Por Kaio Alves Paiva
A Lei 14.478/2022, em seu art. 3º, define ativo virtual como “a representação digital de valor que pode ser negociada ou transferida por meios eletrônicos e utilizada para realização de pagamentos ou com propósito de investimento”. excluindo: (a) moedas nacionais e estrangeiras; (b) moeda eletrônica, desde que com lastro institucional (art. 6º da Lei nº 12.865/2013); (c) instrumentos de acesso a produtos ou serviços (pontos de programas de fidelidade); e (d) representações de ativos financeiros já regulamentados.
O Decreto n. 11.563/2023, ao regulamentar a Lei 14.478/2022, delegou ao Banco Central (BCB) a competência para regular os serviços de ativos virtuais. Em resposta, o BCB lançou a Consulta Pública nº 109/2024 (com prazo até 28 de fevereiro de 2025 pelo Edital nº 116/2025), com foco na regulamentação de sociedades prestadoras de serviços de ativos virtuais (PSAVs), divididas em três modalidades (a) intermediárias: que operam a negociação e distribuição de ativos virtuais; (b) custodiantes: que realizam a guarda e custódia de ativos virtuais de terceiros; e (c) corretoras de ativos virtuais: que combinam as atividades de intermediação e custódia de ativos virtuais.
Paralelamente, a Receita Federal propôs, em Consulta Pública que se encerrou em 06.12.2024, a criação da Declaração de Criptoativos (DeCripto), com a definição mais detalhada de criptoativo como: “a representação digital de um valor ou de um direito que pode ser transferido e armazenado eletronicamente mediante o uso de criptografia e tecnologia de registro distribuído ou tecnologia semelhante”.
A proposta da RFB, através da DeCripto, sugere uma interpretação de que criptoativo seria uma espécie do gênero ativo virtual, caracterizada pelo uso de criptografia e tecnologias de registro distribuído (como blockchain) para garantir a segurança, a integridade e o registro das transações.
No entanto, a inclusão da representação de “um direito” na definição de criptoativo da RFB amplia o escopo em relação à definição de ativo virtual da Lei 14.478/2022, gerando um ponto que ainda pode ser objeto de debate quanto à sua adequação legal.
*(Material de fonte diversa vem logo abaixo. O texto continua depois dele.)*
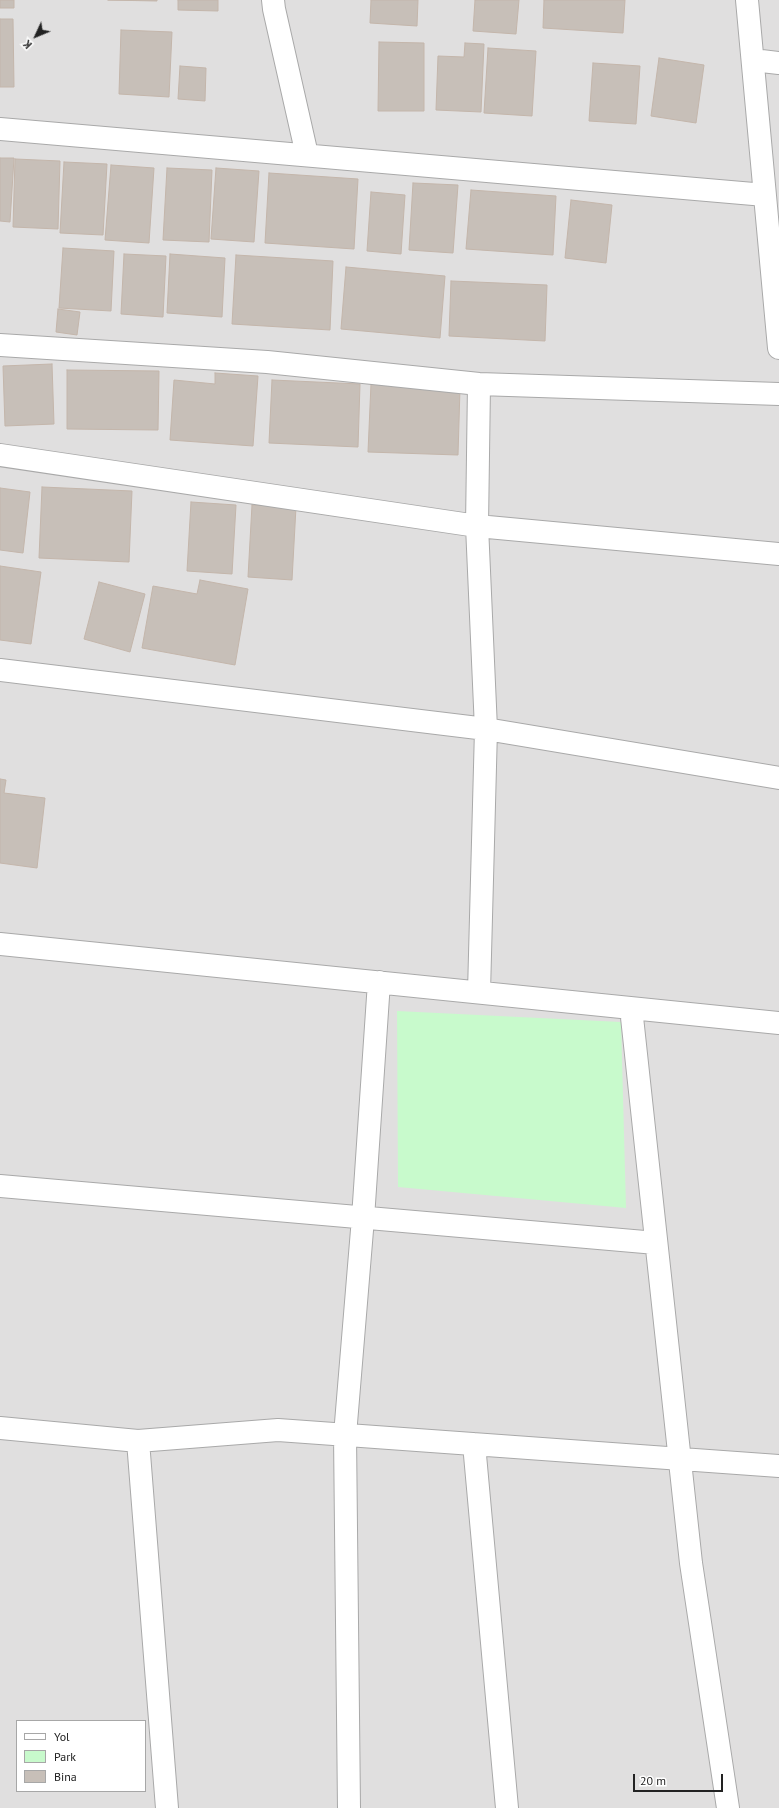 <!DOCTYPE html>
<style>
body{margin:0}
#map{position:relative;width:779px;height:1808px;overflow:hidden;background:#f2efe9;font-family:"PT Sans",sans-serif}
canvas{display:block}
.legend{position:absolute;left:16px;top:1720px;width:130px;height:72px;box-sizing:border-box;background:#fff;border:1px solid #a7a7a7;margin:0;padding:5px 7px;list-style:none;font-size:12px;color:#222}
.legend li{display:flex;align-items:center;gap:8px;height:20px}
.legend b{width:20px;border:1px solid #a7a7a7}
.north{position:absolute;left:16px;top:16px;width:40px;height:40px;-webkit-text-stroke:3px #fff;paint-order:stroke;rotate:226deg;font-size:11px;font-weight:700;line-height:16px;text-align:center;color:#222}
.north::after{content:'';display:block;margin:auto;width:14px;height:18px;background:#222;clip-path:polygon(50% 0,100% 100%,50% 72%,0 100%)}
.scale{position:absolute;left:633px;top:1774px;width:90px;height:18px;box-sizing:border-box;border:2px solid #222;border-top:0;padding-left:5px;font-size:12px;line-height:14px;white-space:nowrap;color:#222;-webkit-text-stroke:3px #fff;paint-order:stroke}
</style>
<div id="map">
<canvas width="779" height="1808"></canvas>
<ul class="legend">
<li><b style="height:5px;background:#fff"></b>Yol</li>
<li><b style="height:11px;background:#c8facc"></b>Park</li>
<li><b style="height:11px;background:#c7bfb8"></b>Bina</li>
</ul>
<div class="north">K</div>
<div class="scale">20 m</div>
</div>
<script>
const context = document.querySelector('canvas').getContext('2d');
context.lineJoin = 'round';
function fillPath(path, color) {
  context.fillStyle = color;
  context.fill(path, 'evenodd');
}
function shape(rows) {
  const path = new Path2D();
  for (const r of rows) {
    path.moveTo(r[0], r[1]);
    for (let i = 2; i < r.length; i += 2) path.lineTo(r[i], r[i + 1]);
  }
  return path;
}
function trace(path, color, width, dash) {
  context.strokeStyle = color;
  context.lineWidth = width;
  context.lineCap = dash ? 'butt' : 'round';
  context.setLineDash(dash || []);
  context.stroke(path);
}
fillPath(shape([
 [0,0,779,0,779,1808,0,1808],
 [17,1721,145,1721,145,1791,17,1791]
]), '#e0dfdf');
fillPath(shape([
 [397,1011,621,1022,626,1208,398,1187]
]), '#c8facc');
const building = shape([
 [0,0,14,0,14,8,0,8,0,0],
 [108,0,157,0,157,1,108,0],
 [178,0,218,0,218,11,178,10,178,0],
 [371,0,418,0,417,26,370,23,371,0],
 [475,0,519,0,516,34,473,31,475,0],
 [544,0,625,0,623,33,543,28,544,0],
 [0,19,13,19,14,87,0,87,0,19],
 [121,30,172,32,169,97,119,94,121,30],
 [379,42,424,43,424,111,378,111,379,42],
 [465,43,484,44,481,112,436,110,438,56,464,57,465,43],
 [488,48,536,51,532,116,484,113,488,48],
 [659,58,704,65,696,123,651,116,659,58],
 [593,63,640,66,636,124,589,121,593,63],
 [180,66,206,68,205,101,178,99,180,66],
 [0,158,14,158,10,222,0,221,0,158],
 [15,159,60,161,58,229,13,227,15,159],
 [64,162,107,164,103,235,60,233,64,162],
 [111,165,154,168,149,243,105,240,111,165],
 [167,168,212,170,209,242,163,240,167,168],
 [216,168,259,171,254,242,211,239,216,168],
 [269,173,358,179,354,249,265,243,269,173],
 [413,183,458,185,453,253,409,250,413,183],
 [471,190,556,196,553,255,466,249,471,190],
 [371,192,405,195,401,254,367,251,371,192],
 [571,200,612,205,606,263,565,258,571,200],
 [63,248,114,251,111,311,59,308,63,248],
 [124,254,166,256,163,317,121,314,124,254],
 [170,254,225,258,222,317,167,313,170,254],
 [236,255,333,261,330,330,232,324,236,255],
 [346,267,445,276,440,338,341,329,346,267],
 [451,281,547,285,545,341,449,336,451,281],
 [58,309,80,312,77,335,56,332,58,309],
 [52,364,54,424,5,426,3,366,52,364],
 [67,370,159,371,158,430,67,429,67,370],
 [215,373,258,376,253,446,170,440,174,380,215,384,215,373],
 [272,380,360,384,358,447,269,443,272,380],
 [371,384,460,388,458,455,368,452,371,384],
 [42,487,132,491,129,562,39,558,42,487],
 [0,488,30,492,23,553,0,550,0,488],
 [191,502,236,505,232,574,187,571,191,502],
 [252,505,296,507,292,580,248,577,252,505],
 [0,566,41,572,31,644,0,640,0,566],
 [200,580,248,589,235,665,142,648,153,586,197,594,200,580],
 [99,582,145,594,130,652,84,639,99,582],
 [0,779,6,780,4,793,45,798,37,868,0,863,0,779]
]);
fillPath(building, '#c7bfb8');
trace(building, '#c4b6ab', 1);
const minor = shape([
 [273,0,274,9,307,155],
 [747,0,779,348],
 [753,60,779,63],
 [0,129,765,195],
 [0,345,267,362,479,384,779,394],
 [0,455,477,526,779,554],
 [0,670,486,729,779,778],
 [0,944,779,1023],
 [479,992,486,729,477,526,479,384],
 [631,1008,691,1563,728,1808],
 [0,1186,656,1243],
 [0,1428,138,1441,278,1430,779,1466],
 [138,1441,167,1808],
 [474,1444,507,1808],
 [349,1808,345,1435,363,1218,379,982]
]);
trace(minor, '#a9a9a9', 24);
trace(minor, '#fff', 22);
</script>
A grande questão que permeia o debate é: criptoativos devem ser considerados bens móveis, moeda estrangeira, ativos financeiros, ou uma categoria sui generis? A resposta a essa pergunta impacta diretamente a forma de tributação, as alíquotas aplicáveis e as obrigações acessórias.
Ainda que se possa argumentar que, civilmente, as criptomoedas são bens incorpóreos, o fato é que a Lei 14.478/2022 preferiu criar um regramento próprio (de “ativo virtual”), sinalizando que não se encaixam perfeitamente na moldura civil tradicional.
Por outro lado, ao definir “ativo virtual”, a lei excluiu explicitamente “moeda nacional e moedas estrangeiras” (art. 3º), sem, contudo, classificá-las formalmente como ativo financeiro, que na definição econômica e tributária usual, costuma estar associado a títulos, créditos, valores mobiliários ou aplicações financeiras disponibilizadas por instituições autorizadas e geralmente regulamentados pela CVM. Assim, em conjunto com a delegação ao Banco Central para regulamentar o setor (Decreto nº 11.563/2023), fica reforçado o entendimento de que criptomoedas não são consideradas moeda estrangeira ou ativos financeiros para fins legais e tributários no Brasil, e portanto, não se sujeitam às regras de tributação aplicáveis a operações de câmbio ou de investimentos.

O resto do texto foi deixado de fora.